Number of lines with "solid" in the data: give that figure by itself.

** Opening DATA FOR THIS TASK block **

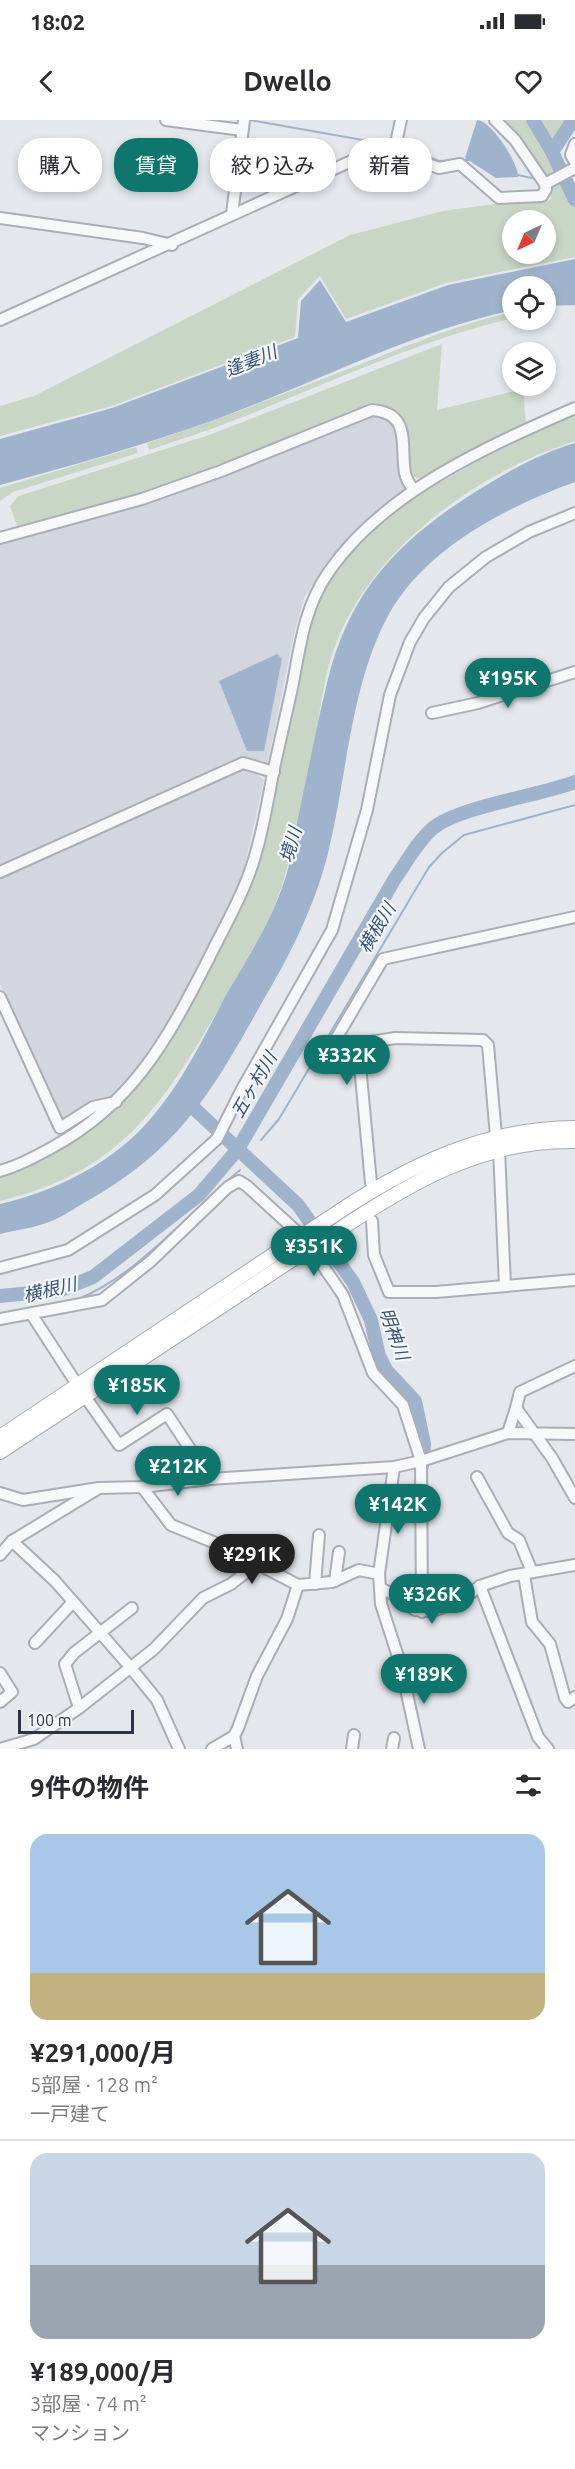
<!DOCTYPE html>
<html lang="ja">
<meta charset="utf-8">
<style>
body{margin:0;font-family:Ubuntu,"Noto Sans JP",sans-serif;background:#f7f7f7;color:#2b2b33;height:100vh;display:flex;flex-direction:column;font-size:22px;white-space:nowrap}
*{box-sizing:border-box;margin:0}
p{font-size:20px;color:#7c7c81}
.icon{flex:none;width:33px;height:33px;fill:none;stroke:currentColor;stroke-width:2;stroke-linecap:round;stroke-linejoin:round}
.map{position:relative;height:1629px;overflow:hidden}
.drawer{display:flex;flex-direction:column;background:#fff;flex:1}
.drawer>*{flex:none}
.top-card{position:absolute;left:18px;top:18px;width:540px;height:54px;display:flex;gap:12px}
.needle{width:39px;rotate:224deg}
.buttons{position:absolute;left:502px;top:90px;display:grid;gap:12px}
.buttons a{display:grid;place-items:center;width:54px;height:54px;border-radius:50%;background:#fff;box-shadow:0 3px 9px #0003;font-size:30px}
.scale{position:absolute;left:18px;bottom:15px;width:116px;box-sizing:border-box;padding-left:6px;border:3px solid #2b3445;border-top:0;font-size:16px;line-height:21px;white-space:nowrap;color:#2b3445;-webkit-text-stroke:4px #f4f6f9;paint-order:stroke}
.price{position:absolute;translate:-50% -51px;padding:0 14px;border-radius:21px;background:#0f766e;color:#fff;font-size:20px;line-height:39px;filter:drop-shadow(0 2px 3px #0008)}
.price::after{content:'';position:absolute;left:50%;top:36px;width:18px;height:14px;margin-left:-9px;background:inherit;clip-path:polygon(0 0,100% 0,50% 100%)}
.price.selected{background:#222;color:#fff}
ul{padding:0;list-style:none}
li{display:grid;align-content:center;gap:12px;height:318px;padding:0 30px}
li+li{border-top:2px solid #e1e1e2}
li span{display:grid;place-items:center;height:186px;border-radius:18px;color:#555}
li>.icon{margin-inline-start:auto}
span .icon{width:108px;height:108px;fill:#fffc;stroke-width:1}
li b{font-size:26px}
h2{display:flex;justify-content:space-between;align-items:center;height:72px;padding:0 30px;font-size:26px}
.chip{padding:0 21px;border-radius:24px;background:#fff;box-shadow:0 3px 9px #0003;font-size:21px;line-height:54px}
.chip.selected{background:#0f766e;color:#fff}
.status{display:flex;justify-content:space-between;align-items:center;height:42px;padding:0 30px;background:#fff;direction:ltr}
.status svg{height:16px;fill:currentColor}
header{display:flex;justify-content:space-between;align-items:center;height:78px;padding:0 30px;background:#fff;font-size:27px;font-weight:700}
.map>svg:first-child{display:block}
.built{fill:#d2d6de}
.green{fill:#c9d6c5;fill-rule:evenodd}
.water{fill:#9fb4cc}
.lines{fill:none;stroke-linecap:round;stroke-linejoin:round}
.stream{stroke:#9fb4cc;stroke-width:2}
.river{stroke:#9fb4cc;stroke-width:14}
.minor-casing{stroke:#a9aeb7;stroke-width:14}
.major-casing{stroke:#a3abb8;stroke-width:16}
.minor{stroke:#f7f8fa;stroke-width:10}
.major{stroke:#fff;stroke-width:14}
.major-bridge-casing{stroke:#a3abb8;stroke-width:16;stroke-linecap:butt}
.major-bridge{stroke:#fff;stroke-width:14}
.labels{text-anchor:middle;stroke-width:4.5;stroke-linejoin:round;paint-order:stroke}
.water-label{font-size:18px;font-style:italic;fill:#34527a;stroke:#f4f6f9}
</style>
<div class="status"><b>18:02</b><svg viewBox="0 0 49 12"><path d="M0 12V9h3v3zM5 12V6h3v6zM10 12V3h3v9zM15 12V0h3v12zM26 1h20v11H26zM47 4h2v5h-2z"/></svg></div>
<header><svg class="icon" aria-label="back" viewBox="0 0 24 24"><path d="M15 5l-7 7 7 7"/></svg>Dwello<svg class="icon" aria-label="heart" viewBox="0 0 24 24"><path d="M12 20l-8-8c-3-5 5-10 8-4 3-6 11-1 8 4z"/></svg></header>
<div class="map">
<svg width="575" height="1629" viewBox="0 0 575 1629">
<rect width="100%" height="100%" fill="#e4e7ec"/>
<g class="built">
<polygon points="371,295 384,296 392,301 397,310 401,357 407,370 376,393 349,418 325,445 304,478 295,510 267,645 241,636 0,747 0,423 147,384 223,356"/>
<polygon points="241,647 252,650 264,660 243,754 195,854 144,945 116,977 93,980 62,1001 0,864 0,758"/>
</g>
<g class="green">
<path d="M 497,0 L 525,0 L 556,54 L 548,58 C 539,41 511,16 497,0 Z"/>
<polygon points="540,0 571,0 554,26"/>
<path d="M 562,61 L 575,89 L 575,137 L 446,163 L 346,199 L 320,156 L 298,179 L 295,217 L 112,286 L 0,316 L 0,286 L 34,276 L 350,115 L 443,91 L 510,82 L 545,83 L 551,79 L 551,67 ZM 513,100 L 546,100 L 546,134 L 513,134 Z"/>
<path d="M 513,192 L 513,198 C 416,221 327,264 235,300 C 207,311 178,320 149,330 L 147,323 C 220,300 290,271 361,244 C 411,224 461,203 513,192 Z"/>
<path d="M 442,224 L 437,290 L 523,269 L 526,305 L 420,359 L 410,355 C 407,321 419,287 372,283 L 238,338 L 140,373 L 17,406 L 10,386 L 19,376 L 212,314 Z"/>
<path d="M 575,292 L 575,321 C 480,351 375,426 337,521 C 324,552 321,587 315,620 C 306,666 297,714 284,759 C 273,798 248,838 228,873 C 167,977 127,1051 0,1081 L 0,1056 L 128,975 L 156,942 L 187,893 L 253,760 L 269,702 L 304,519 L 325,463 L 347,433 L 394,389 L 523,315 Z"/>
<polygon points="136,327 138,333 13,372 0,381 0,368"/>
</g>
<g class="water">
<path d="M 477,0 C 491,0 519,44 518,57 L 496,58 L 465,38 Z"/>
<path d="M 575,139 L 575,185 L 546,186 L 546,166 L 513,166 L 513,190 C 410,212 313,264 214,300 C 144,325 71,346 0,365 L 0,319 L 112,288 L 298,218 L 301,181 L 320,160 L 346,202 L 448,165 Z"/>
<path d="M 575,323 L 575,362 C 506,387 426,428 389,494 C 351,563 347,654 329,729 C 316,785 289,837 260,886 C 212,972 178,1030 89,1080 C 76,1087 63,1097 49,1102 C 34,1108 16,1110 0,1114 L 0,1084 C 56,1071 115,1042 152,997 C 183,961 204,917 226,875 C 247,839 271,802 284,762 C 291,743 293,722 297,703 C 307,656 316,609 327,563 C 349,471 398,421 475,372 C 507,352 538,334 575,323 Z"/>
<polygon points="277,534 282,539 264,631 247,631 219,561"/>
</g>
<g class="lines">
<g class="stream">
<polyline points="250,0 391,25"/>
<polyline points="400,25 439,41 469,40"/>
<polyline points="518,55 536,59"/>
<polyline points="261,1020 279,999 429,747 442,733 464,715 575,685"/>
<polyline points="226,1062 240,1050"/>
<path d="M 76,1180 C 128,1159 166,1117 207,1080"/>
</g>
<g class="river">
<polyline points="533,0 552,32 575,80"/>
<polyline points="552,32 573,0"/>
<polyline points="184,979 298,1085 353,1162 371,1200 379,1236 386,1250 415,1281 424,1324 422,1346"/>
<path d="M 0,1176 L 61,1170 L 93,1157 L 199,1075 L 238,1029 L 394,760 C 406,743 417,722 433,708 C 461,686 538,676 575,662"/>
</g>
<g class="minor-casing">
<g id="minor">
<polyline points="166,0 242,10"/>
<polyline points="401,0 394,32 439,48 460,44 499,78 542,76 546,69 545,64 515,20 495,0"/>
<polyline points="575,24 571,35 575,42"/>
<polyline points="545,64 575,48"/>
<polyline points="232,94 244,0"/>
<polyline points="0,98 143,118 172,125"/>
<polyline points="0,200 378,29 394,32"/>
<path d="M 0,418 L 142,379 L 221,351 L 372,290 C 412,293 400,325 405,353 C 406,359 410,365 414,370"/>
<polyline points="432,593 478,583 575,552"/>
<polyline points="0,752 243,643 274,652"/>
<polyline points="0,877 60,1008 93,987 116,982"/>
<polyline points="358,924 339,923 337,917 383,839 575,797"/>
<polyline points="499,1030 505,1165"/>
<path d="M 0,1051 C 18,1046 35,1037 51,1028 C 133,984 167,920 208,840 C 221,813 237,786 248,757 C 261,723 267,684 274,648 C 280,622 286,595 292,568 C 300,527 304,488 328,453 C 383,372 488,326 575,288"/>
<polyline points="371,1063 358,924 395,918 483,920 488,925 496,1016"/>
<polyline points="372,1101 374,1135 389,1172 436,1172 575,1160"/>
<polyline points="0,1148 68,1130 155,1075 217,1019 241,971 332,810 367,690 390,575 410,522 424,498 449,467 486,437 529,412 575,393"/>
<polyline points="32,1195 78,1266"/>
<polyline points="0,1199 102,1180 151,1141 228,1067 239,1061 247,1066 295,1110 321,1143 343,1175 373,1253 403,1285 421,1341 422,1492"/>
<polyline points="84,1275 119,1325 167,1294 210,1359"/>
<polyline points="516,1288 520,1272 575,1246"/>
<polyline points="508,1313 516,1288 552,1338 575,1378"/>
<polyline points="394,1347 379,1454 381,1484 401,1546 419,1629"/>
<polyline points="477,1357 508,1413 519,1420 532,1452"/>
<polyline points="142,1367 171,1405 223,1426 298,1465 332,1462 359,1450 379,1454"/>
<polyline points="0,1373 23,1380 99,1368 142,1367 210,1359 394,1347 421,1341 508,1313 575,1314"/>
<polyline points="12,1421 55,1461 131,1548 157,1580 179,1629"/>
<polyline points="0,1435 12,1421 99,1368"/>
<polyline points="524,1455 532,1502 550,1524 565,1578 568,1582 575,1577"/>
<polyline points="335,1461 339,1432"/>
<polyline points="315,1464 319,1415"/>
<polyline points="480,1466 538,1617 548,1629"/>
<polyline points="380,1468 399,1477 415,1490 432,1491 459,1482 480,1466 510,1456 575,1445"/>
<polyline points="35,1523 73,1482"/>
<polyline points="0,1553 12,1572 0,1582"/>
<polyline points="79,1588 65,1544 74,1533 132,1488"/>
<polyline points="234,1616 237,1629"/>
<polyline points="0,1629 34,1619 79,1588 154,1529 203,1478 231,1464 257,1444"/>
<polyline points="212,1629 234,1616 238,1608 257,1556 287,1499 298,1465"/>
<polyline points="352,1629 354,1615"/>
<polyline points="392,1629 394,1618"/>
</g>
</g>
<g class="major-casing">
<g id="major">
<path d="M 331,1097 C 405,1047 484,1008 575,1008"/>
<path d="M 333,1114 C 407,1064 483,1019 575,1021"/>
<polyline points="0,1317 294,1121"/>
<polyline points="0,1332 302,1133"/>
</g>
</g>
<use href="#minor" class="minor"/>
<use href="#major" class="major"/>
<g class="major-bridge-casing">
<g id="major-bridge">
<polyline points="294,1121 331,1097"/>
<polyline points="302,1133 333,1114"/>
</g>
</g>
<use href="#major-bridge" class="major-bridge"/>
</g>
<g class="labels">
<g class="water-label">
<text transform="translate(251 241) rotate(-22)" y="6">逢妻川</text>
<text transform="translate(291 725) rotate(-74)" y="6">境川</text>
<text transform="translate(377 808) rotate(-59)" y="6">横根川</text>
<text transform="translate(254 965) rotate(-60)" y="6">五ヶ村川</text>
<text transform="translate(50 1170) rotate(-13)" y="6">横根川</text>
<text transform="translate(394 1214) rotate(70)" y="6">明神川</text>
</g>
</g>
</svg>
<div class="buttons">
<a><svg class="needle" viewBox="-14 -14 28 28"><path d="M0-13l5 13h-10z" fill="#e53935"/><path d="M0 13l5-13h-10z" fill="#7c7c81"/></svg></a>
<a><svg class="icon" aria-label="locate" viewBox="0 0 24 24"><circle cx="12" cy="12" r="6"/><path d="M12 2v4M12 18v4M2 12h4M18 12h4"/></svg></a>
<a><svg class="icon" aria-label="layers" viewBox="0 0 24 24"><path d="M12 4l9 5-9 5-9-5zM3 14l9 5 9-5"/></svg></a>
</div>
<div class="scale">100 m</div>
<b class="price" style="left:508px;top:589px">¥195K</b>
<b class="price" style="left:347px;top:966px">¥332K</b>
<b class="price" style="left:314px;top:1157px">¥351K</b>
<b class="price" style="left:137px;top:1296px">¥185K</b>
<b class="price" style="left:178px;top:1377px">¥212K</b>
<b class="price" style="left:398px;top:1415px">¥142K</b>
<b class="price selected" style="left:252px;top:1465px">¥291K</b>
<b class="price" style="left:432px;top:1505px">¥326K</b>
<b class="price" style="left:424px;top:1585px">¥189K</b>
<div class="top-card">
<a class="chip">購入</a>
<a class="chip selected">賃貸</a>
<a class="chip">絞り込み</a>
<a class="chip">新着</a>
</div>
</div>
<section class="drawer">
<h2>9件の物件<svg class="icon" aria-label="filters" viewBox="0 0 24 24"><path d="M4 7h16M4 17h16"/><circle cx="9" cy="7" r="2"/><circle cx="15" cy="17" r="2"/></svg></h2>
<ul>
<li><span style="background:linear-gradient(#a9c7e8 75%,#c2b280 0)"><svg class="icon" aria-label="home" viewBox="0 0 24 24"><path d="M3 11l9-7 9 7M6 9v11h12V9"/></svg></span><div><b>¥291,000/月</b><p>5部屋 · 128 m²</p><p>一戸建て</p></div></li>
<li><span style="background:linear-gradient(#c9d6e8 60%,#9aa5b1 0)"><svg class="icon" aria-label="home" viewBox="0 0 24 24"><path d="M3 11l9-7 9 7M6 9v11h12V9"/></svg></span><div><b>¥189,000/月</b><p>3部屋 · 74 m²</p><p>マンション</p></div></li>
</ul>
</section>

** Closing DATA FOR THIS TASK block **

RESULT:
2